Encantar os clientes com desempenho acima da média em todos os atributos teoricamente levaria a uma satisfação muito maior do cliente. Este é o exemplo de marcas como a Disney no entretenimento e a Ritz-Carlton em hotelaria, que conseguem encantar seus consumidores de maneira infinita. O problema deste tipo de estratégia é que nem sempre ela é tangível. Para torná-la possível é necessário fazer investimentos contínuos. No entanto, as expectativas do público também irão crescer proporcionalmente. Com isso, a estratégia do “encantamento contínuo” se torna quase impraticável, podendo reduzir margens e trazer desafios diários. É mais vantajoso investir para eliminar problemas e atrito na experiência do cliente, cumprindo com tudo o que é indispensável para seu produto ou serviço, do que tentar emplacar novidades mirabolantes.
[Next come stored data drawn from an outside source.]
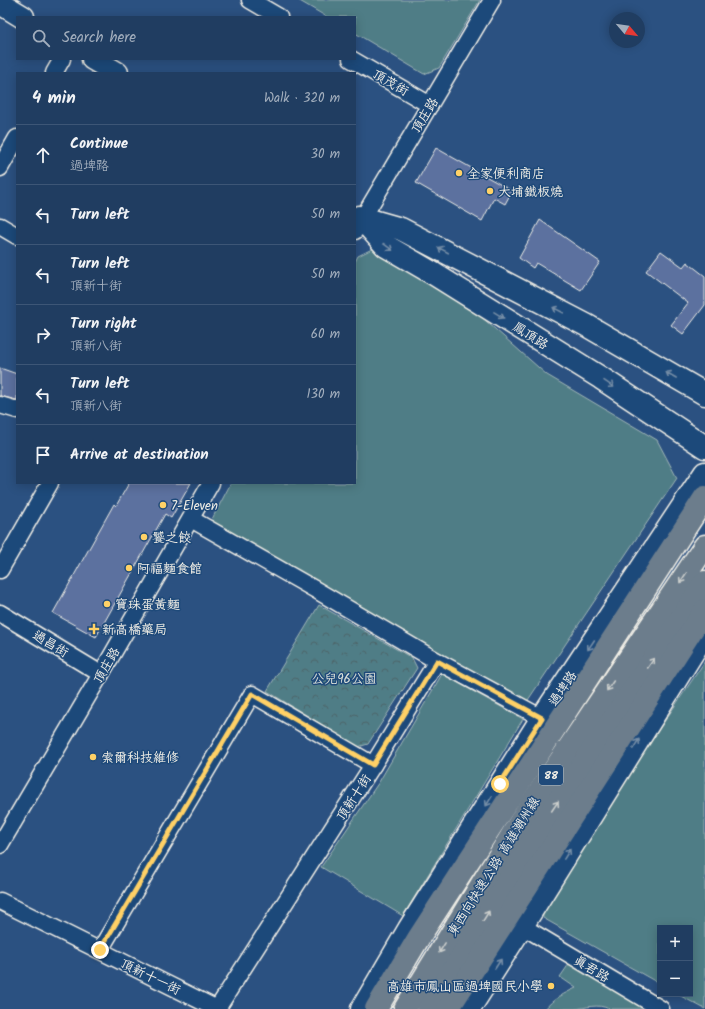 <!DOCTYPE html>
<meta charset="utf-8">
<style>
:root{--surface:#203d61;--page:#2d486a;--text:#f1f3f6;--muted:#a2aebd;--line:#3d5676}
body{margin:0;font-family:Kalam,"LXGW WenKai TC",sans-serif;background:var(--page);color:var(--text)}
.controls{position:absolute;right:12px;bottom:12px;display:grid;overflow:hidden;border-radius:0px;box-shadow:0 2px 10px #0003}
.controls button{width:36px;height:36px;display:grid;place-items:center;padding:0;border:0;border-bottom:1px solid var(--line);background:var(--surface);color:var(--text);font:20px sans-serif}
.compass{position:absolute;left:609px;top:12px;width:36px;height:36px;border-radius:50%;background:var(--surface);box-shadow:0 2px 10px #0003;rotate:119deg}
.stop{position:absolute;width:12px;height:12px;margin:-9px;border:3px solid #ffd166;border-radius:50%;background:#fff}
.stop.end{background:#ffd166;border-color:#fff;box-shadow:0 1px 4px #0008}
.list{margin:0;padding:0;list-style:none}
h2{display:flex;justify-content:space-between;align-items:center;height:52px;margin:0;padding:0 16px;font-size:17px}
h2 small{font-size:13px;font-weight:400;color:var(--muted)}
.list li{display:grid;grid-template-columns:26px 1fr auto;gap:12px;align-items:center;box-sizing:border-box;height:60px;padding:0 16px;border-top:1px solid var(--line)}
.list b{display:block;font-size:15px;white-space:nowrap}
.list p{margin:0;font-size:13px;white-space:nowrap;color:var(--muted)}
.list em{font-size:13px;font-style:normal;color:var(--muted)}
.icon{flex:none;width:22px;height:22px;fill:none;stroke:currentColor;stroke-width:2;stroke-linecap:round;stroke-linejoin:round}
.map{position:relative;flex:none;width:705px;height:1009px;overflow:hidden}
.search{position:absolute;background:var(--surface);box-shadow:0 2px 10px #0003;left:16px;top:16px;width:340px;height:44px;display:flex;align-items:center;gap:10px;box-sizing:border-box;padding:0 14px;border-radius:0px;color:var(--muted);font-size:15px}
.panel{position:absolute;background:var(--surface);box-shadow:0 2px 10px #0003;left:16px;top:72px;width:340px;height:412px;border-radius:0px}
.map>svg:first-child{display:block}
</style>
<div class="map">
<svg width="705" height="1009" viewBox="0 0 705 1009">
<defs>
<pattern id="forest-crowns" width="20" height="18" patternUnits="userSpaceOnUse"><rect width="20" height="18" fill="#507d86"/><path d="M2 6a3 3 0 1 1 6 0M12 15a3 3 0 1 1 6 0" fill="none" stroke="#4d6569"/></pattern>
</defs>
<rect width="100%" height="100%" fill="#2b5181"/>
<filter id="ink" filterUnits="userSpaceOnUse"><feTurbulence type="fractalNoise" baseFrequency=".025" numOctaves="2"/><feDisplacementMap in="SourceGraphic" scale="8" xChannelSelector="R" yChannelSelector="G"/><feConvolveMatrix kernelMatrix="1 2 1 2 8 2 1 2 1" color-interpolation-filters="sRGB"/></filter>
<g filter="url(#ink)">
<g fill="#507d86" stroke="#a2b7b7">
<path d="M298,0H480L439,68L424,74L355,33V17H327Z"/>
<path d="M372,249L478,314L547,375L657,440L677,478L524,706L217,531L212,519L231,483H355V262L358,256Z"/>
<path d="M705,661V1009L677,994H690V928H660V984L543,918L542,904Z"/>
<path d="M442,674L523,719L403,916L321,867L379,782Z"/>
<path d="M569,964L645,1009H609C598,1003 586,1008 574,1009C565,1009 555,1009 545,1009C553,999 565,993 576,988L560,977Z"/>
</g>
<path fill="url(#forest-crowns)" stroke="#a2b7b7" d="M319,605L412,658L417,668L368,744L358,747L267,691Z"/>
<g fill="#5c719f" stroke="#f4f1e8">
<path d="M436,148L512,191L505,204L494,198L482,221L416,183Z"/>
<path d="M540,220L600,262L581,290L536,263L533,268L519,258Z"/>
<path d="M661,251L683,267L687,262L705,276V305L683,334L671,325L688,303L646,271Z"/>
<path d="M0,368L17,374V400L0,396Z"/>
<path d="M129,483H191L171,518L165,514L96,637L53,613L114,504L116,506Z"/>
</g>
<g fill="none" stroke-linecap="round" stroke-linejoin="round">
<g stroke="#f4f1e8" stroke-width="19">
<g id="street">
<path d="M250,0L279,17"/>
<path d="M351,59L430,105"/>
<path d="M54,73L62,59"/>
<path d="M0,168L17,138"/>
<path d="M0,226L17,236"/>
<path d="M355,231L492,0"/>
<path d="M0,405L17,410"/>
<path d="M191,519L316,590L437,661L373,765L217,1009"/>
<path d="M0,570L50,483"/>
<path d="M0,613L101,674"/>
<path d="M437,661L542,718"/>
<path d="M0,845L101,674L211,483"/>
<path d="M0,901L217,1009"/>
<path d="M522,926L661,1009"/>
<path d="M100,950L252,694L373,765"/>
</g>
</g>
<g stroke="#f4f1e8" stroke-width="25">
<g id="secondary">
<path d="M0,3L23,17"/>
<path d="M93,59L117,73"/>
<path d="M359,217L401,229L586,325L705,394"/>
<path d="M362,219L386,246L434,274L601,378L705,447"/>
<path d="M362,1009L409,929L542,718L705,473"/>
<path d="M469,1009L522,926L705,633"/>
</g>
</g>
<g stroke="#f4f1e8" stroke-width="25">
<g id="highway">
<path d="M376,1009L419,937L705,497"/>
<path d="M405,1009L531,804L705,546"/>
<path d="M429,1009L549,815L705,582"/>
<path d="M448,1009L705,610"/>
</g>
</g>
<use href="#street" stroke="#1f4a7a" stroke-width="16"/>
<use href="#secondary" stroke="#1f4a7a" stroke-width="22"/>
<use href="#highway" stroke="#6c7d8c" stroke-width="22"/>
</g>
<defs><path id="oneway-shaft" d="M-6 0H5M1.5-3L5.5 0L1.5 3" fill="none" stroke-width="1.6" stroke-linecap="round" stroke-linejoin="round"/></defs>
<g stroke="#748da6">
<use href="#oneway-shaft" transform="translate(388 247) rotate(36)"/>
<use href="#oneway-shaft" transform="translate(443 250) rotate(-152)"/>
<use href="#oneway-shaft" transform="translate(558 310) rotate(-152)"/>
<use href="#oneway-shaft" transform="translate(499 315) rotate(32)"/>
<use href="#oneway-shaft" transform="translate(671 375) rotate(-150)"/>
<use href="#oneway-shaft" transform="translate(609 384) rotate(34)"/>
<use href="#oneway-shaft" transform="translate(591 645) rotate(124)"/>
<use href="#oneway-shaft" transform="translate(636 744) rotate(-58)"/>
<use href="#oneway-shaft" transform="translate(489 801) rotate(122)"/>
<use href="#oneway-shaft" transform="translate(567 854) rotate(-58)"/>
<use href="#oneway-shaft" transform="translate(498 964) rotate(-57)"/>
</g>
<g stroke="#cbcecc">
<use href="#oneway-shaft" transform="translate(683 578) rotate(124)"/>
<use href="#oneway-shaft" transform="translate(651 663) rotate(-56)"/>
<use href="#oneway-shaft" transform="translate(610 686) rotate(124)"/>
<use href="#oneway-shaft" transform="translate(555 806) rotate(-56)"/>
<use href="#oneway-shaft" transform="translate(486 916) rotate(-58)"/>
<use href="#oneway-shaft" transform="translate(442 948) rotate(122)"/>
</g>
</g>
<g fill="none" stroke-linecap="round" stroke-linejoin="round" filter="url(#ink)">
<path stroke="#ffd166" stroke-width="5" d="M100,950L252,694L373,765L437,661L542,718L500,784"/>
</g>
<g fill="#ffd166" stroke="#1f4a7a" stroke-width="1.5">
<circle cx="459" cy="173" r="4"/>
<circle cx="490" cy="191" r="4"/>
<circle cx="163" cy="505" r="4"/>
<circle cx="144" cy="537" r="4"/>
<circle cx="129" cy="568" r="4"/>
<circle cx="107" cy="604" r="4"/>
<path d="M92 623h4v4h4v4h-4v4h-4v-4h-4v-4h4z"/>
<circle cx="93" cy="757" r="4"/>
<circle cx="551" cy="986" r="4"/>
</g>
<g text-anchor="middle" stroke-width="3" stroke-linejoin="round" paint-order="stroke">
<rect fill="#1f4a7a" stroke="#b4bfc7" stroke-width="1" x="539" y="765" width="24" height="20" rx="3"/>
<g font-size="12" font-weight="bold" fill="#f4f1e8">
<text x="551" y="779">88</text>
</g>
<g font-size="13" fill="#f4f1e8" stroke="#1f4a7a">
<text transform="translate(391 82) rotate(30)" y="5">頂茂街</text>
<text transform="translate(424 115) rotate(-59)" y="5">頂庄路</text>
<text transform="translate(531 335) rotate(32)" y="5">鳳頂路</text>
<text transform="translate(51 643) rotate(31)" y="5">過昌街</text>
<text transform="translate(106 665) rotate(-60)" y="5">頂庄路</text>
<text transform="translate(562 688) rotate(-56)" y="5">過埤路</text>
<text transform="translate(353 797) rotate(-57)" y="5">頂新十街</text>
<text transform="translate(493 866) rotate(-58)" y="5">東西向快速公路 高雄潮州線</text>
<text transform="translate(592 968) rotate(31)" y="5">真君路</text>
<text transform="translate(151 976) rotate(26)" y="5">頂新十一街</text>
</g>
<g font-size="13" fill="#f4f1e8" stroke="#1f4a7a" text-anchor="start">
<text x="467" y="178">全家便利商店</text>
<text x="498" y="196">大埔鐵板燒</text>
<text x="171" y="510">7-Eleven</text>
<text x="152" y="542">饕之餃</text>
<text x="137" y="573">阿福麵食館</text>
<text x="115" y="609">寶珠蛋黃麵</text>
<text x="102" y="634">新高橋藥局</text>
<text x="101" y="762">索爾科技維修</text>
<text x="543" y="991" text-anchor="end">高雄市鳳山區過埤國民小學</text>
</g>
<g font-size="13" fill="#dbe0d9" stroke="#1f4a7a">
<text x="344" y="683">公兒96公園</text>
</g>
</g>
</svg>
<div class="controls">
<button>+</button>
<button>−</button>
</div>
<svg class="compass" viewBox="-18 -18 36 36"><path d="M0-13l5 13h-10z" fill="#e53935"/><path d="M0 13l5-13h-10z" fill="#a2aebd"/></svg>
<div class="stop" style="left:500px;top:784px"></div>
<div class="stop end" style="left:100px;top:950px"></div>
<div class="search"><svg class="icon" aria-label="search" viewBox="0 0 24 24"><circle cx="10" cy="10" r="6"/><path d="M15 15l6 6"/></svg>Search here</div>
<section class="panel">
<h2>4 min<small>Walk · 320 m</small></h2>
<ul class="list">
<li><svg class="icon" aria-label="ahead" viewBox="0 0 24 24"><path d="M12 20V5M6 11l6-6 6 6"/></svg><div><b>Continue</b><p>過埤路</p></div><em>30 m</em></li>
<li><svg class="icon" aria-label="left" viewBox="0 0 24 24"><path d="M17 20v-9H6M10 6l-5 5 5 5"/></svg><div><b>Turn left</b></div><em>50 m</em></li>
<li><svg class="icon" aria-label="left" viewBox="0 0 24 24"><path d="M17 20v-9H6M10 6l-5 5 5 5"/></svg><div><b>Turn left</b><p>頂新十街</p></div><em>50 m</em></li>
<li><svg class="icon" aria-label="right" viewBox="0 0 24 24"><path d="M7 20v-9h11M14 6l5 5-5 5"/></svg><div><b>Turn right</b><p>頂新八街</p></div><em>60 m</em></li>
<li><svg class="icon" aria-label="left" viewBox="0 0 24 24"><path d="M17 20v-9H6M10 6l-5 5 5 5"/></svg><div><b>Turn left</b><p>頂新八街</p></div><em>130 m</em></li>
<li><svg class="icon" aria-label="arrive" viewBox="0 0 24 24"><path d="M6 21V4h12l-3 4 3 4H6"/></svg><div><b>Arrive at destination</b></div></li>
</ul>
</section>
</div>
Os três eventos consecutivos deste segundo semestre trazem a oportunidade ideal para as empresas testarem as novas ferramentas, identificando quais aderem melhor aos seus propósito, produto e público. É a hora de saber o que os clientes realmente desejam em termos de experiência, tecnologia e propósito de marca.
*Andrea Rios é especialista em Omnichannel, fundadora da Orcas e professora no MBA Live da Fundação Getúlio Vargas. Com passagens por multinacionais como Unilever, Samsung e Motorola, criou o exclusivo Índice Omnichannel, para ajudar empresas dos mais variados tamanhos e segmentos a avaliar seu estágio na transição Omnichannel. Atualmente, oferece soluções para experiência do cliente que trazem crescimento e lucro para diferentes negócios. Entre elas estão marketing multifuncional, Omnichannel integrado com vendas, supply chain e tecnologia.